## ACTIVITY
Line by line, output the material without altering anything.
⟨
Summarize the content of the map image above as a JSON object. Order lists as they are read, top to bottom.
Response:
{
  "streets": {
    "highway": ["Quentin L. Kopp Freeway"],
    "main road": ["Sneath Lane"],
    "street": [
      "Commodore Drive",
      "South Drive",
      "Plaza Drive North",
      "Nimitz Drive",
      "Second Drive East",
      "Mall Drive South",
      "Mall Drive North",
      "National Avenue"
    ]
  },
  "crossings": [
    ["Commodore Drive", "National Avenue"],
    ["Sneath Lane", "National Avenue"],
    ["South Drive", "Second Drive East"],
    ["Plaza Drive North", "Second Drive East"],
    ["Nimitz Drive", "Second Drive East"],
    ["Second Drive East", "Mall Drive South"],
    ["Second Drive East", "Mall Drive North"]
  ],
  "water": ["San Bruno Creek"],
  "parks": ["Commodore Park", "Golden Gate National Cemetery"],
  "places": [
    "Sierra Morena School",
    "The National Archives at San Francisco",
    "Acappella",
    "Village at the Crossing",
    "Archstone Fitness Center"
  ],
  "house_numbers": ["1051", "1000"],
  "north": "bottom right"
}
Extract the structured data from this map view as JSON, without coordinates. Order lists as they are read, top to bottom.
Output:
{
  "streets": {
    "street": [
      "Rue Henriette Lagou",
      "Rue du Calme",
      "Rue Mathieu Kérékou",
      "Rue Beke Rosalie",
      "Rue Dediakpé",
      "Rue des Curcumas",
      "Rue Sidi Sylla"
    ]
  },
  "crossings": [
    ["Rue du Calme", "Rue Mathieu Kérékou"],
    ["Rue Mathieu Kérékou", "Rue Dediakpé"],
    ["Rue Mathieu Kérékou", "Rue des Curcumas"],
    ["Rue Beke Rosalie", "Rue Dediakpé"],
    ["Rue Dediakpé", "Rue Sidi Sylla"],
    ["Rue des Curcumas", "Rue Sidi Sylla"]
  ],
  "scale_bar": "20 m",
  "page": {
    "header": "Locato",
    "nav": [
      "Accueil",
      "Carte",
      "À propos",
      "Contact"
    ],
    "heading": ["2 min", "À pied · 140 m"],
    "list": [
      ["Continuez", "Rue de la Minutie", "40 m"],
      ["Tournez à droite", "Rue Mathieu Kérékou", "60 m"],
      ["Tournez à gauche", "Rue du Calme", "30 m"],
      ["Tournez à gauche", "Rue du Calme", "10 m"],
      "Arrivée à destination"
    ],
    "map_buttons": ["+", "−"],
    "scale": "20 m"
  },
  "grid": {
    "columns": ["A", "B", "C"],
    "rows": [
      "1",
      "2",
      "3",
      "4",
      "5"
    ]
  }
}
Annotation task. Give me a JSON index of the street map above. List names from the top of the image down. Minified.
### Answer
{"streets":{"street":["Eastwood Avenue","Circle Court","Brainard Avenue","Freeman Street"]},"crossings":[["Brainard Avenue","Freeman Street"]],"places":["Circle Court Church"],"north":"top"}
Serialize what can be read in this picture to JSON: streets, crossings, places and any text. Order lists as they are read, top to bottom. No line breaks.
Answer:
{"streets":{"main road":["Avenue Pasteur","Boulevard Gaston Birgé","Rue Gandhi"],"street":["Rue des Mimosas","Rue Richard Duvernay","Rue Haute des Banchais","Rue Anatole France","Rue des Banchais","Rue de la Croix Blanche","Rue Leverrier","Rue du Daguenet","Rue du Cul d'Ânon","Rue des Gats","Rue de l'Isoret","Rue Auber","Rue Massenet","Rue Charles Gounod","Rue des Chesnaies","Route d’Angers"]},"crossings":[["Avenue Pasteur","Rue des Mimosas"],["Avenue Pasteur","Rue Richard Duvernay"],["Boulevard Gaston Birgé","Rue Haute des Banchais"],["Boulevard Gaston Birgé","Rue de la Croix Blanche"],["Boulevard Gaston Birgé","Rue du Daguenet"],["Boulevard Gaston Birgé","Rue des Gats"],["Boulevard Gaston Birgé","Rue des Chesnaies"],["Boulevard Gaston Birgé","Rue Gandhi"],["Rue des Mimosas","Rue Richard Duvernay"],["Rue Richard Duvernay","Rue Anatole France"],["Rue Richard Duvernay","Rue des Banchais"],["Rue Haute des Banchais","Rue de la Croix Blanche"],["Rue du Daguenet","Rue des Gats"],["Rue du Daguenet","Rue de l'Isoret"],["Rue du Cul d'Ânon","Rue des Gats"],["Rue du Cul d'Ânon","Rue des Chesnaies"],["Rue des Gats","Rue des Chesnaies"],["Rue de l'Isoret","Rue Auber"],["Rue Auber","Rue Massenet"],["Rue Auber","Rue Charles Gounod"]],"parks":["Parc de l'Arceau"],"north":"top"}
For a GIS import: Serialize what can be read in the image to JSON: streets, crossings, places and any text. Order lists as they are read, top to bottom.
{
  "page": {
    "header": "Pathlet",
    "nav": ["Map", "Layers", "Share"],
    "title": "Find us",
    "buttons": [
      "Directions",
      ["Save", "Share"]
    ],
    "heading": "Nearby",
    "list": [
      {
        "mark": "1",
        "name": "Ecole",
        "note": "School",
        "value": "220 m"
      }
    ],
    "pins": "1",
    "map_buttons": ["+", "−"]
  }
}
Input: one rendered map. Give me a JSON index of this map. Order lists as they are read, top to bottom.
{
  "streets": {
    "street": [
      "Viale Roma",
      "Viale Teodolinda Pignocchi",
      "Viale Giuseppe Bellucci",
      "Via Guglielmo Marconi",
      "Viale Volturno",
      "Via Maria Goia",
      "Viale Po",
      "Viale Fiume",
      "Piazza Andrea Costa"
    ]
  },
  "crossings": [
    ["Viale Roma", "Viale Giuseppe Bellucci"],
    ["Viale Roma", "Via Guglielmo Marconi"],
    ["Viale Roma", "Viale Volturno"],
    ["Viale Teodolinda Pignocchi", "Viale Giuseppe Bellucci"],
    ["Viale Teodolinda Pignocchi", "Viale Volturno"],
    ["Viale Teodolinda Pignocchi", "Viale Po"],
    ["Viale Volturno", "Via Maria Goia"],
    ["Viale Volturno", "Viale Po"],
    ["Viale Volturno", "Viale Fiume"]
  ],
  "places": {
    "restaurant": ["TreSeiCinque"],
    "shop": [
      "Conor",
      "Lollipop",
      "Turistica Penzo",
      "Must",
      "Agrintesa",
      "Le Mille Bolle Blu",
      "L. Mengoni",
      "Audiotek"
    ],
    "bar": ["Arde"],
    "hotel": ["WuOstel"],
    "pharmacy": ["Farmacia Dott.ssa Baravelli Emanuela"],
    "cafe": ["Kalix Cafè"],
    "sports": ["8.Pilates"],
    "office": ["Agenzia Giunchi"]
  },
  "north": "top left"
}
⟩
## RESPONSE TO THE EXERCISE
Summarize the content of the map image above as a JSON object. Order lists as they are read, top to bottom.
Response:
{
  "streets": {
    "highway": ["Quentin L. Kopp Freeway"],
    "main road": ["Sneath Lane"],
    "street": [
      "Commodore Drive",
      "South Drive",
      "Plaza Drive North",
      "Nimitz Drive",
      "Second Drive East",
      "Mall Drive South",
      "Mall Drive North",
      "National Avenue"
    ]
  },
  "crossings": [
    ["Commodore Drive", "National Avenue"],
    ["Sneath Lane", "National Avenue"],
    ["South Drive", "Second Drive East"],
    ["Plaza Drive North", "Second Drive East"],
    ["Nimitz Drive", "Second Drive East"],
    ["Second Drive East", "Mall Drive South"],
    ["Second Drive East", "Mall Drive North"]
  ],
  "water": ["San Bruno Creek"],
  "parks": ["Commodore Park", "Golden Gate National Cemetery"],
  "places": [
    "Sierra Morena School",
    "The National Archives at San Francisco",
    "Acappella",
    "Village at the Crossing",
    "Archstone Fitness Center"
  ],
  "house_numbers": ["1051", "1000"],
  "north": "bottom right"
}
Extract the structured data from this map view as JSON, without coordinates. Order lists as they are read, top to bottom.
Output:
{
  "streets": {
    "street": [
      "Rue Henriette Lagou",
      "Rue du Calme",
      "Rue Mathieu Kérékou",
      "Rue Beke Rosalie",
      "Rue Dediakpé",
      "Rue des Curcumas",
      "Rue Sidi Sylla"
    ]
  },
  "crossings": [
    ["Rue du Calme", "Rue Mathieu Kérékou"],
    ["Rue Mathieu Kérékou", "Rue Dediakpé"],
    ["Rue Mathieu Kérékou", "Rue des Curcumas"],
    ["Rue Beke Rosalie", "Rue Dediakpé"],
    ["Rue Dediakpé", "Rue Sidi Sylla"],
    ["Rue des Curcumas", "Rue Sidi Sylla"]
  ],
  "scale_bar": "20 m",
  "page": {
    "header": "Locato",
    "nav": [
      "Accueil",
      "Carte",
      "À propos",
      "Contact"
    ],
    "heading": ["2 min", "À pied · 140 m"],
    "list": [
      ["Continuez", "Rue de la Minutie", "40 m"],
      ["Tournez à droite", "Rue Mathieu Kérékou", "60 m"],
      ["Tournez à gauche", "Rue du Calme", "30 m"],
      ["Tournez à gauche", "Rue du Calme", "10 m"],
      "Arrivée à destination"
    ],
    "map_buttons": ["+", "−"],
    "scale": "20 m"
  },
  "grid": {
    "columns": ["A", "B", "C"],
    "rows": [
      "1",
      "2",
      "3",
      "4",
      "5"
    ]
  }
}
Annotation task. Give me a JSON index of the street map above. List names from the top of the image down. Minified.
### Answer
{"streets":{"street":["Eastwood Avenue","Circle Court","Brainard Avenue","Freeman Street"]},"crossings":[["Brainard Avenue","Freeman Street"]],"places":["Circle Court Church"],"north":"top"}
Serialize what can be read in this picture to JSON: streets, crossings, places and any text. Order lists as they are read, top to bottom. No line breaks.
Answer:
{"streets":{"main road":["Avenue Pasteur","Boulevard Gaston Birgé","Rue Gandhi"],"street":["Rue des Mimosas","Rue Richard Duvernay","Rue Haute des Banchais","Rue Anatole France","Rue des Banchais","Rue de la Croix Blanche","Rue Leverrier","Rue du Daguenet","Rue du Cul d'Ânon","Rue des Gats","Rue de l'Isoret","Rue Auber","Rue Massenet","Rue Charles Gounod","Rue des Chesnaies","Route d’Angers"]},"crossings":[["Avenue Pasteur","Rue des Mimosas"],["Avenue Pasteur","Rue Richard Duvernay"],["Boulevard Gaston Birgé","Rue Haute des Banchais"],["Boulevard Gaston Birgé","Rue de la Croix Blanche"],["Boulevard Gaston Birgé","Rue du Daguenet"],["Boulevard Gaston Birgé","Rue des Gats"],["Boulevard Gaston Birgé","Rue des Chesnaies"],["Boulevard Gaston Birgé","Rue Gandhi"],["Rue des Mimosas","Rue Richard Duvernay"],["Rue Richard Duvernay","Rue Anatole France"],["Rue Richard Duvernay","Rue des Banchais"],["Rue Haute des Banchais","Rue de la Croix Blanche"],["Rue du Daguenet","Rue des Gats"],["Rue du Daguenet","Rue de l'Isoret"],["Rue du Cul d'Ânon","Rue des Gats"],["Rue du Cul d'Ânon","Rue des Chesnaies"],["Rue des Gats","Rue des Chesnaies"],["Rue de l'Isoret","Rue Auber"],["Rue Auber","Rue Massenet"],["Rue Auber","Rue Charles Gounod"]],"parks":["Parc de l'Arceau"],"north":"top"}
For a GIS import: Serialize what can be read in the image to JSON: streets, crossings, places and any text. Order lists as they are read, top to bottom.
{
  "page": {
    "header": "Pathlet",
    "nav": ["Map", "Layers", "Share"],
    "title": "Find us",
    "buttons": [
      "Directions",
      ["Save", "Share"]
    ],
    "heading": "Nearby",
    "list": [
      {
        "mark": "1",
        "name": "Ecole",
        "note": "School",
        "value": "220 m"
      }
    ],
    "pins": "1",
    "map_buttons": ["+", "−"]
  }
}
Input: one rendered map. Give me a JSON index of this map. Order lists as they are read, top to bottom.
{
  "streets": {
    "street": [
      "Viale Roma",
      "Viale Teodolinda Pignocchi",
      "Viale Giuseppe Bellucci",
      "Via Guglielmo Marconi",
      "Viale Volturno",
      "Via Maria Goia",
      "Viale Po",
      "Viale Fiume",
      "Piazza Andrea Costa"
    ]
  },
  "crossings": [
    ["Viale Roma", "Viale Giuseppe Bellucci"],
    ["Viale Roma", "Via Guglielmo Marconi"],
    ["Viale Roma", "Viale Volturno"],
    ["Viale Teodolinda Pignocchi", "Viale Giuseppe Bellucci"],
    ["Viale Teodolinda Pignocchi", "Viale Volturno"],
    ["Viale Teodolinda Pignocchi", "Viale Po"],
    ["Viale Volturno", "Via Maria Goia"],
    ["Viale Volturno", "Viale Po"],
    ["Viale Volturno", "Viale Fiume"]
  ],
  "places": {
    "restaurant": ["TreSeiCinque"],
    "shop": [
      "Conor",
      "Lollipop",
      "Turistica Penzo",
      "Must",
      "Agrintesa",
      "Le Mille Bolle Blu",
      "L. Mengoni",
      "Audiotek"
    ],
    "bar": ["Arde"],
    "hotel": ["WuOstel"],
    "pharmacy": ["Farmacia Dott.ssa Baravelli Emanuela"],
    "cafe": ["Kalix Cafè"],
    "sports": ["8.Pilates"],
    "office": ["Agenzia Giunchi"]
  },
  "north": "top left"
}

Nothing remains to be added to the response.